DESCRIPTION OF THE TASK: Among the records, which lines include "column"? List them.

================================

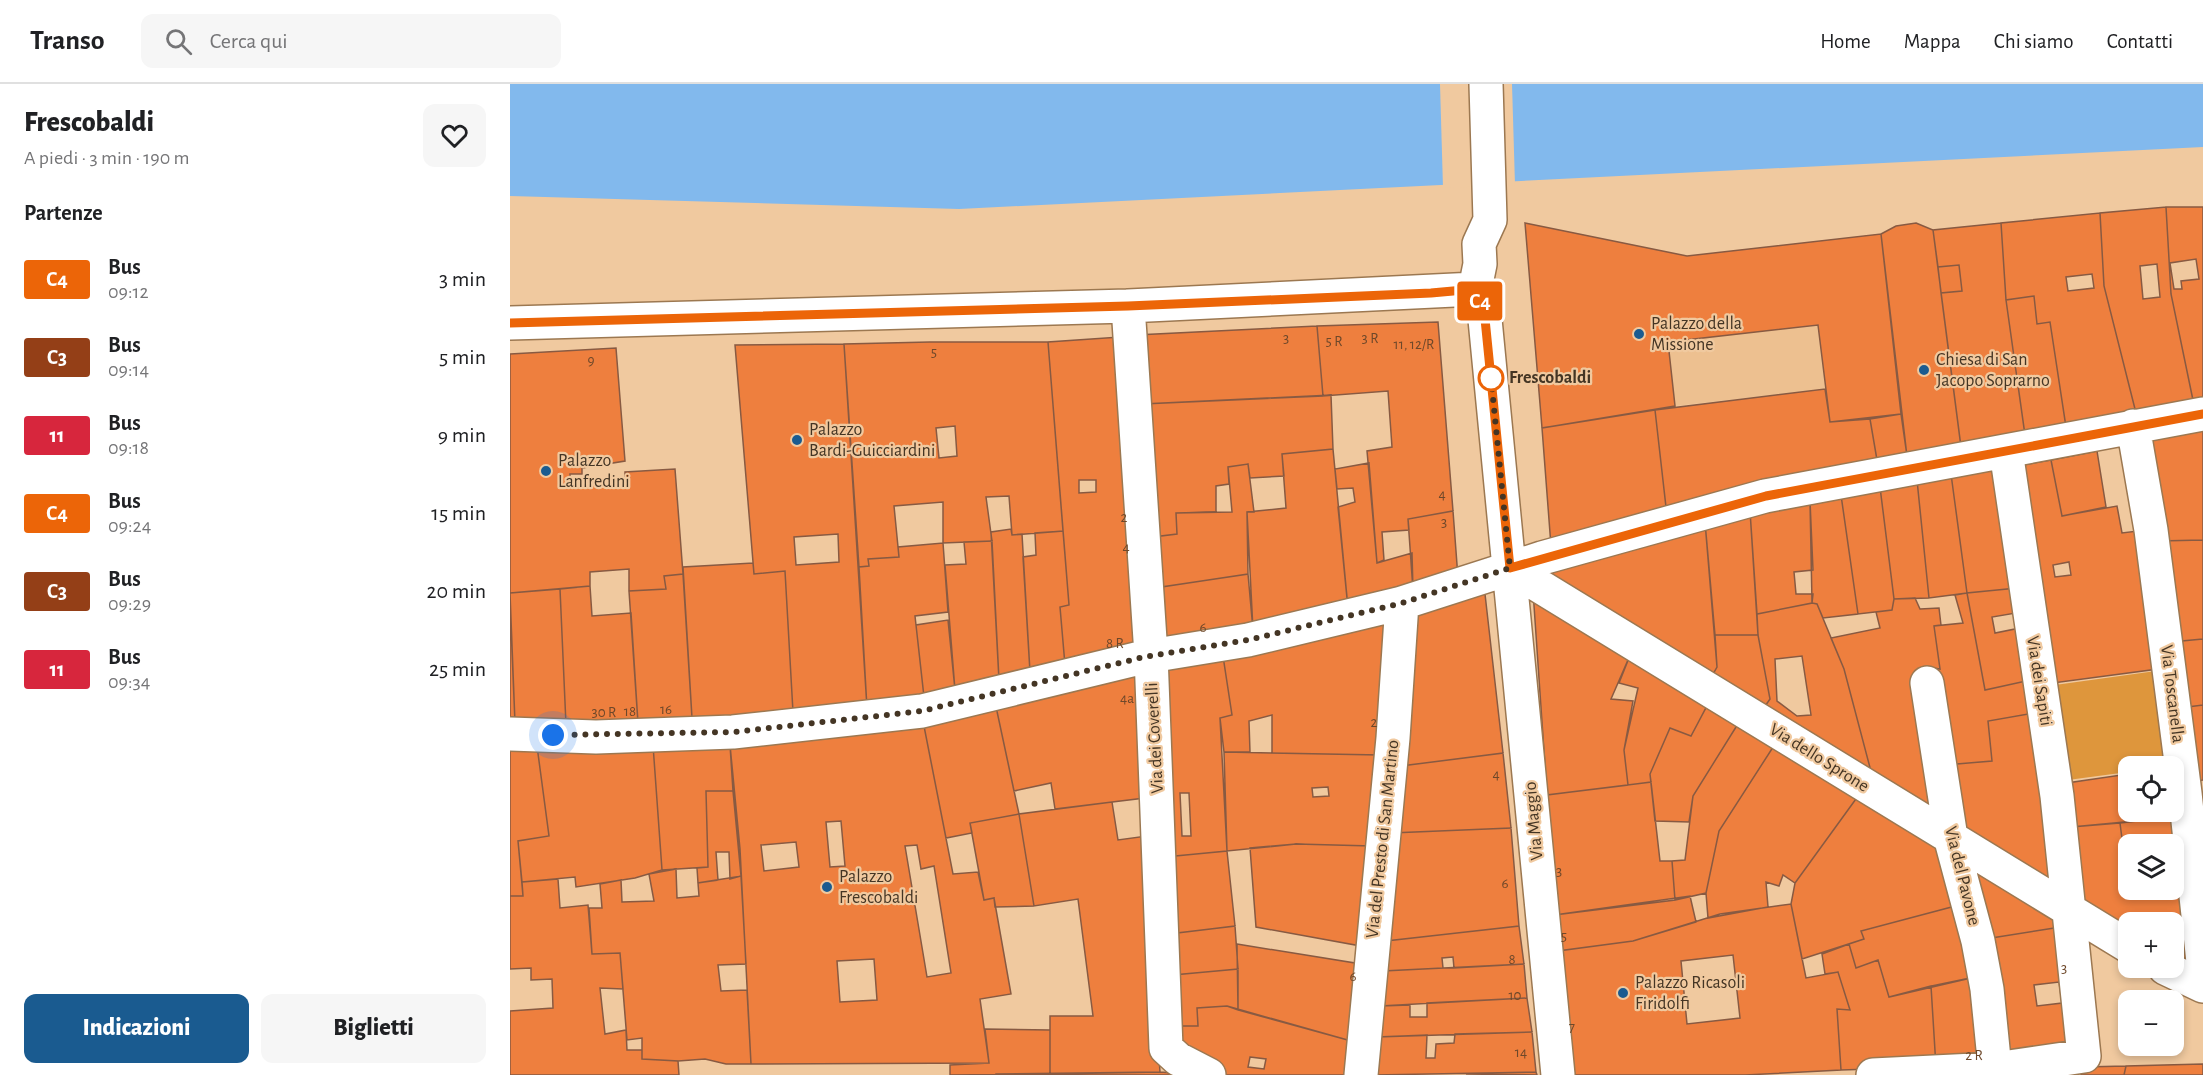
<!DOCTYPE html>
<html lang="it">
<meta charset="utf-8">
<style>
:root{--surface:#fff;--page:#f6f6f6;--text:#202124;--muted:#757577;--line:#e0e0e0;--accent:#1a5b90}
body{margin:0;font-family:"Alegreya Sans",sans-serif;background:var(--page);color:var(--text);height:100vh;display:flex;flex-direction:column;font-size:22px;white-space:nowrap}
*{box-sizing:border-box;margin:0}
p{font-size:20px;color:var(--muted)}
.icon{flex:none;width:33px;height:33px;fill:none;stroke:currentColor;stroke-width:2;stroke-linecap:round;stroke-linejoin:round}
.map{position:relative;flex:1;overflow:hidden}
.drawer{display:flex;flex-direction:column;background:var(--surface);width:510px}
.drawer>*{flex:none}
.badge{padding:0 12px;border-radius:4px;font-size:21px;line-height:39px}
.controls{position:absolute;left:1608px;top:672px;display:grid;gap:12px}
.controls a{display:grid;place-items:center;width:66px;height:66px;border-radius:12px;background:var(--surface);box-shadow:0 3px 9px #0003;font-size:30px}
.you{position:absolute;width:30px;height:30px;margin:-15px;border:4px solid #fff;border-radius:50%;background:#1a73e8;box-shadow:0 0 0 9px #1a73e833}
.map>.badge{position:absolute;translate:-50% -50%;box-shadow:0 0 0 3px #fff}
h2{padding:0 24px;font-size:22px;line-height:54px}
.round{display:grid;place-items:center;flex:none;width:63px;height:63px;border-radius:12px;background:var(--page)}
.headline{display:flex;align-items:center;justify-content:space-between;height:102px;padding:0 24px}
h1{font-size:28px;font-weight:800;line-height:45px}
.action{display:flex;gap:12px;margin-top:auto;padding:12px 24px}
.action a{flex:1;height:69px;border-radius:12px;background:var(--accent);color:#fff;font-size:24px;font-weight:800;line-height:69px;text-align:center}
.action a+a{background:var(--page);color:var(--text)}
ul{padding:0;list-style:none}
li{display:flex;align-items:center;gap:18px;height:78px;padding:0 24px}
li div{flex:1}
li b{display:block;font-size:22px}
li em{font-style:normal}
li .badge{min-width:66px;font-weight:700;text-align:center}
header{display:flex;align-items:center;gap:36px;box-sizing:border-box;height:84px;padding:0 30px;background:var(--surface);border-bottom:2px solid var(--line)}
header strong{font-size:28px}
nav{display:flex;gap:33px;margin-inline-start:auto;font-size:21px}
.search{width:420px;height:54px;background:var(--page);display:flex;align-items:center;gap:15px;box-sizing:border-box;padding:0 21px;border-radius:12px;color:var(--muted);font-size:22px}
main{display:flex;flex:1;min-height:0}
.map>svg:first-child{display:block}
.built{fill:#edc090}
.green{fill:#de963c}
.water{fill:#82b9ed}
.pier{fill:#f0c99f}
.building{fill:#ee7f3e;stroke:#885a42;stroke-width:1.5;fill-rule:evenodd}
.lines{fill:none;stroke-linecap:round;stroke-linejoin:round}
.minor-casing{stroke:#9c7851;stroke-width:36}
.minor{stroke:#fff;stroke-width:33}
.line-casing{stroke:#fff;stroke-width:14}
.line{stroke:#ec6508;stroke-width:9}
.walk{stroke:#443524;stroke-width:6;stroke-dasharray:0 10.8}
.poi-dot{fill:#1a5b90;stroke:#f0c99f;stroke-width:2}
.stop-dot{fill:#fff;stroke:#ec6508;stroke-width:3}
.labels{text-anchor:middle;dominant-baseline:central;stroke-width:4.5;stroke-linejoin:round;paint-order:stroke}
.number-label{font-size:15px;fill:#6e482a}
.poi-label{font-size:18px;fill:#443524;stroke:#f0c99f;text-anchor:start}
.stop-label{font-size:18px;font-weight:bold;fill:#443524;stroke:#f0c99f;text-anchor:start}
.street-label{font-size:18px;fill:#443524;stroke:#f0c99f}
</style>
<header>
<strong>Transo</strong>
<div class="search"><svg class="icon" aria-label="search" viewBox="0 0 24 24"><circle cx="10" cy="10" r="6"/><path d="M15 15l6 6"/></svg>Cerca qui</div>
<nav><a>Home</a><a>Mappa</a><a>Chi siamo</a><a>Contatti</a></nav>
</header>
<main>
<section class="drawer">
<div class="headline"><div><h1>Frescobaldi</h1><p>A piedi · 3 min · 190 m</p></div><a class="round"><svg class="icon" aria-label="heart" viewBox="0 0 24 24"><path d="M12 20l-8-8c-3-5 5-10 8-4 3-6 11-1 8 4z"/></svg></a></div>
<h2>Partenze</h2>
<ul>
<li><span class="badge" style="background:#ec6508;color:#fff">C4</span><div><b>Bus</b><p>09:12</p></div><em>3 min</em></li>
<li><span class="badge" style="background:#943f17;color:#fff">C3</span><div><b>Bus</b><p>09:14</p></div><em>5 min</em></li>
<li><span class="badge" style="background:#d7263d;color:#fff">11</span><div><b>Bus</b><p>09:18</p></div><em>9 min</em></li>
<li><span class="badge" style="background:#ec6508;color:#fff">C4</span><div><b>Bus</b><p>09:24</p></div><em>15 min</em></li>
<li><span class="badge" style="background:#943f17;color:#fff">C3</span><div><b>Bus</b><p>09:29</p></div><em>20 min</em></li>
<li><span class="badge" style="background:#d7263d;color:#fff">11</span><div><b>Bus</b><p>09:34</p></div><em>25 min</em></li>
</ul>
<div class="action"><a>Indicazioni</a><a>Biglietti</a></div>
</section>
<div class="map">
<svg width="1693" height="991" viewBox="0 0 1693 991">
<rect width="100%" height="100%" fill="#f0c99f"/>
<path class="built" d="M1015 139 1177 172 1371 150 1391 330 1320 338 1315 305 1165 322 1032 344Z"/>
<path class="green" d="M1646 587 1658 682H1618V688L1558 696 1545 601Z"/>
<path class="water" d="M0 0H1693V63L449 125 0 112Z"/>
<path class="pier" d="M930 0H1002L1005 101 933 104Z"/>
<path class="building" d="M1656 123 1661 210 1684 321 1626 329 1594 202 1590 129ZM1647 180 1650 213 1633 215 1630 182Z
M1656 123H1693V319L1684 321 1661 210ZM1686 175 1689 195 1671 197 1672 205H1664L1660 179Z
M1590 129 1594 202 1626 329 1556 343 1540 238 1527 240 1524 212 1496 216 1491 139ZM1582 190 1584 204 1558 207 1556 193Z
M1015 139 1177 172 1371 150 1391 330 1320 338 1308 241 1158 258 1165 322 1032 344Z
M1406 139 1423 146 1451 363 1397 372 1371 150 1386 142Z
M1491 139 1496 216 1515 351 1451 363 1431 209 1452 207 1449 181 1428 183 1423 146Z
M1449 181 1452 207 1431 209 1428 183Z
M1524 212 1527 240 1540 238 1556 343 1515 351 1496 216Z
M928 238 943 427 898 435 899 446 872 448 874 476 867 479 857 367 882 363 878 307 813 312 807 242Z
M807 242 813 312 633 320 626 251Z
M610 253 635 565 555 581 550 523 559 521 538 258ZM569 396H586V408L569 409Z
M420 258H538L553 447 502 451 499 412 476 413 482 457 433 459V418L384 422 389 473 358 475 359 482 349 483 334 260ZM445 342 447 372 429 374 426 344Z
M334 260 357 624 283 628 275 487 244 490 225 261ZM328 450 329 478 286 481 284 453Z
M106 264 115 377 72 384V390H60V398L115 394V388L165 385 173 490 154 492 156 505 119 507V485L80 488V502L0 509V270Z
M1315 305 1320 338 1360 335 1367 376 1156 423 1145 326Z
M821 311 823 365 772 370 774 392 740 394 738 380 718 383 719 400 706 402V428L666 429 667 450 643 453 633 320Z
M1145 326 1156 423 1041 462 1032 344Z
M1391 330 1397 372 1367 376 1360 335Z
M1693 345V456L1649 457 1629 355Z
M823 365 838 524 743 546 737 428 776 424 772 370Z
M1587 367 1596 423 1552 432 1541 376Z
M1541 376 1552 432 1607 422 1612 449 1636 446 1648 585 1543 599 1507 382ZM1559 478 1561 491 1545 493 1543 481Z
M859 379 867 479 902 469 903 506 838 524 828 423 845 418 843 404 827 405 825 385Z
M738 380 744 428H737L738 490 645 504 643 453 667 450 666 429 722 428 718 383Z
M1490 383 1507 504 1457 509 1441 390Z
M1441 390 1457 509 1419 514 1407 396Z
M1407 396 1419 514 1384 515 1370 403Z
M1370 403 1384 515 1382 526 1348 530 1331 411Z
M1331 411 1348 530 1313 534 1307 520 1302 519 1300 417Z
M1300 417 1303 486 1284 488 1286 510H1303L1302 519 1247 530 1240 427Z
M943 427 948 494 903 506 898 435Z
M1240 427 1248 551H1205L1195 438Z
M1195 438 1207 583 1199 597 1037 491 1041 482Z
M501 445 502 451 512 450 520 588 489 596 481 448Z
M553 447 559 521 550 523 555 581 520 588 513 473 526 471 525 449Z
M1693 456V555L1661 558 1649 457Z
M482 457 489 596 445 606 435 481 456 480 454 458Z
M433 459 438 528 405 532 414 613 357 624 349 483 359 482 358 475 389 473 388 463Z
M243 479 244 490 275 487 283 628 182 634 173 483Z
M173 490 182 634 128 639 119 507 156 505 154 492Z
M738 490 743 546 649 563 645 504Z
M80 502 82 532 121 529 128 639 56 641 50 505Z
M1507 504 1512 528 1482 533 1485 549 1515 543 1525 595 1475 606 1457 509Z
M50 505 56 641 5 639 0 509Z
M1023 507 1121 569 1101 615 1123 617 1114 666 1118 701 1037 711Z
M1457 509 1475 606 1525 595 1530 628 1478 637 1482 677 1435 681 1423 584 1430 585 1424 542 1453 539 1445 511Z
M975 510 993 669 891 682 899 527Z
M1405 514 1410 525 1429 524 1431 541 1424 542 1430 585 1411 584 1427 722 1387 710 1363 695 1334 585 1321 554 1370 544 1366 528 1382 526 1384 515Z
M0 519 5 639H0Z
M1302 519 1307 520 1334 585 1363 695 1251 628 1260 615 1248 551 1247 530ZM1292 572 1301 631 1287 632 1267 617 1265 575Z
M882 533 870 671 762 669V631L739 637 740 668H714L710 634 722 631 713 572Z
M438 536 445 606 414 613 406 541Z
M1205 551H1248L1260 615 1251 628 1199 597 1207 583Z
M1693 555V621L1670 624 1661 558Z
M1121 569 1199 618 1181 652 1160 644 1140 690 1141 698 1118 701 1114 666 1128 604 1109 599Z
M713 572 722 631 710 634 717 767 655 773 647 583ZM670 709H679L681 752H672Z
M632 583 643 713 545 725 541 699 504 707 485 618Z
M485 618 509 730 460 739 462 749 436 754 413 637Z
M1199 618 1231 635 1183 712 1179 738 1145 737 1140 690 1160 644 1181 652Z
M1693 621V696L1680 698 1670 624Z
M1530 628 1553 808 1452 750 1435 681 1482 677 1478 637Z
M1231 635 1267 657 1209 747 1196 809 1165 816 1162 777 1175 776 1183 712Z
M413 637 443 790 468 788 474 816 484 814 501 910 470 915 479 979 241 980 230 765 220 661ZM331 737 335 782 320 783 316 738ZM286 758 289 783 254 787 251 761ZM407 761 411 785 424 782 441 889 417 893 395 762ZM364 875 367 916 330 918 327 877Z
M1267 657 1351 708 1285 799 1273 791 1269 802 1256 798 1258 823 1198 834 1196 809 1209 747Z
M0 661 27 662 39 752 8 757 13 812H0Z
M143 661H220L223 707H196L198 783 152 786Z
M143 661 152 786 125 794 66 803 65 793 12 798 8 757 39 752 27 662Z
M714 668 870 671 862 762 786 760 717 767ZM818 703 819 712 803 713 802 704Z
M993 669 1001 744 881 749 891 682Z
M1618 690V728H1664L1668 733 1561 743 1557 699Z
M1141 698 1150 777H1162L1165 816 1045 831 1037 711Z
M196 707H223L231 792 220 795 219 768H206L208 796 188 799 187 784 198 783Z
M1351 708 1438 758 1453 820 1351 847 1354 855 1292 875 1281 820 1285 799Z
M602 718 608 756 644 751 638 807 650 988 540 990V932H583L568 815 524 822 509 730Z
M509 730 524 822 485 823 484 814 474 816 460 739Z
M1670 732 1675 771 1664 773V760H1618V778H1615L1610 739Z
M1610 739 1615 778H1618V806H1664V773L1675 771 1684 874 1664 877V838H1618V853L1569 825 1561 743Z
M1001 744 1009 842 876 857 881 749Z
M786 760 862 762 851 862 746 843 740 764Z
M717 767 725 842 659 850 655 773Z
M1465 776 1557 842 1475 855Z
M166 785 167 814 189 812 188 799 231 792 236 880 208 881 211 907 237 906 241 980H216L195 975 168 977 132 975V954L117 956 110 869 82 870 79 824H92L90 800 111 796 112 818 144 817 139 790Z
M48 795 50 824 78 821 82 870 110 869 113 905 90 904 95 950 116 946 117 966H132V975L168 977 169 991H0V927L43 924 42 895 21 896V884L0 885V812H13L12 798Z
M1180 812 1186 838 1123 857 1048 867 1045 831Z
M1281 820 1296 894 1328 888 1340 926 1327 925 1331 986 1235 991H1057L1048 867 1123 857 1210 830ZM1223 871 1230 934 1177 940 1171 877Z
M1453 820 1470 892 1379 913 1368 876 1346 884 1339 860 1354 855 1351 847Z
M725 842 728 885 663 891 659 850Z
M1009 842 1014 880 944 884 943 873 932 874 933 884 873 887 876 857Z
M1557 842 1568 964 1493 978 1475 855ZM1549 898 1552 919 1527 922 1524 901Z
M727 860 851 880 845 958 728 926Z
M1339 860 1346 884 1368 876 1379 913 1421 902 1426 983 1331 986 1327 925 1340 926 1328 888 1315 890 1312 870Z
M1014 880 1017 914 870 922 873 887Z
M728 885V926L717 922 687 924 688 942H664L663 891Z
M1470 892 1478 982 1426 983 1421 902Z
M1017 914 1022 948 867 953 870 922 900 921V933H917V919Z
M717 922 845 958 843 991H712L664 954V942H688L687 924ZM740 973 756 975 754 985 738 983Z
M475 945 540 946V990L440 991V981L479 979Z
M1022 948 1026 988 864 991 867 953 917 951 916 974H925L926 960 944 959 945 950Z
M1693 980V991H1614L1616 982Z
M1616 982 1614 991H1571L1573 983Z
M650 988 690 991H486V990Z
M1026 988 1027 991 956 990Z"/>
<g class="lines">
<defs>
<path id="minor" d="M976 0 980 136 969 160 970 180 965 205 974 225 1048 991
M618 222 641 571 656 964 668 975 699 991
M0 239 618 222 965 205
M1623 342 1641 446 1675 709 1693 878
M1000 484 1618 862
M1417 599 1442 760 1468 857 1477 905 1485 985
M0 650 86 653 223 648 412 627 634 573 738 556 892 519 1032 474 1255 412 1693 330
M1655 884 1693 902
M851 991 883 654 892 519
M1363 991 1485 985 1574 972 1547 712 1496 367"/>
</defs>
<use href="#minor" class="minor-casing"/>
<use href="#minor" class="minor"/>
</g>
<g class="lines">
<defs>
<path id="line" d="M0 239 618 222 921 209 965 205 974 225 1000 484 1256 412 1693 330"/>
</defs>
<use href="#line" class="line-casing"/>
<use href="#line" class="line"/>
<path class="walk" d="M43 651 224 648 412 627 634 573 738 556 892 519 1000 484 981 294"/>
</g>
<g class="poi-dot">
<circle cx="1129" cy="250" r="6"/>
<circle cx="1414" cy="286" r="6"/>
<circle cx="287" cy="356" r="6"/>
<circle cx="36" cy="387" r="6"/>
<circle cx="317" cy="803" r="6"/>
<circle cx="1113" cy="909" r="6"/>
</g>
<circle class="stop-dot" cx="981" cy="294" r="12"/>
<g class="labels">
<g class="number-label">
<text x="776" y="254">3</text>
<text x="860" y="254">3 R</text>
<text x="824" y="257">5 R</text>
<text x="904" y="260">11, 12/R</text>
<text x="424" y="268">5</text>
<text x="81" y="276">9</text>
<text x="932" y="410">4</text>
<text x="614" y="433">2</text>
<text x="934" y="438">3</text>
<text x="616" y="463">4</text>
<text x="693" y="543">6</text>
<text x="605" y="559">8 R</text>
<text x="617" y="614">4a</text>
<text x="156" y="625">16</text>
<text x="120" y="627">18</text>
<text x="94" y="628">30 R</text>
<text x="864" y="638">2</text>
<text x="986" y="690">4</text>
<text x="1049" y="787">3</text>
<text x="995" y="799">6</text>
<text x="1054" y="852">5</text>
<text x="1002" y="875">8</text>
<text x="1554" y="884">3</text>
<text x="843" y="892">6</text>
<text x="1005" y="911">10</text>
<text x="1062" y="943">7</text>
<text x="1011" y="968">14</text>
<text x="1464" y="971">2 R</text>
</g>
<g class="poi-label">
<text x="1141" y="240">Palazzo della<tspan x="1141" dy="21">Missione</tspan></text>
<text x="1426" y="276">Chiesa di San<tspan x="1426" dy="21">Jacopo Soprarno</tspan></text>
<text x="299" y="346">Palazzo<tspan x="299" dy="21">Bardi-Guicciardini</tspan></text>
<text x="48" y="377">Palazzo<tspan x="48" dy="21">Lanfredini</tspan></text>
<text x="329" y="793">Palazzo<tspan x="329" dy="21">Frescobaldi</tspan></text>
<text x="1125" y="899">Palazzo Ricasoli<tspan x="1125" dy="21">Firidolfi</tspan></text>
</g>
<g class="stop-label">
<text x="999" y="294">Frescobaldi</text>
</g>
<g class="street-label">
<text transform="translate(1529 597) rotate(81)">Via dei Sapiti</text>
<text transform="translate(1662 610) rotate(83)">Via Toscanella</text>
<text transform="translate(645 654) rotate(-93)">Via dei Coverelli</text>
<text transform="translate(1309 674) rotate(32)">Via dello Sprone</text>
<text transform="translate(1024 737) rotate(-95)">Via Maggio</text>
<text transform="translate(873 755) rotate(-84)">Via del Presto di San Martino</text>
<text transform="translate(1452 792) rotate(76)">Via del Pavone</text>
</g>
</g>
</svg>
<div class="controls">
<a><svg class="icon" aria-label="locate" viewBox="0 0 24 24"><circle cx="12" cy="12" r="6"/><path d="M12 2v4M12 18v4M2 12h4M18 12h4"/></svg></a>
<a><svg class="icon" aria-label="layers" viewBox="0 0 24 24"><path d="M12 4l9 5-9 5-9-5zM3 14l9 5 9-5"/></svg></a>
<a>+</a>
<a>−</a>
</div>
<div class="you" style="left:43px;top:651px"></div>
<b class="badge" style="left:970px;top:217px;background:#ec6508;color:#fff">C4</b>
</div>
</main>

================================

ANSWER SECTION:
body{margin:0;font-family:"Alegreya Sans",sans-serif;background:var(--page);color:var(--text);height:100vh;display:flex;flex-direction:column;font-size:22px;white-space:nowrap}
.drawer{display:flex;flex-direction:column;background:var(--surface);width:510px}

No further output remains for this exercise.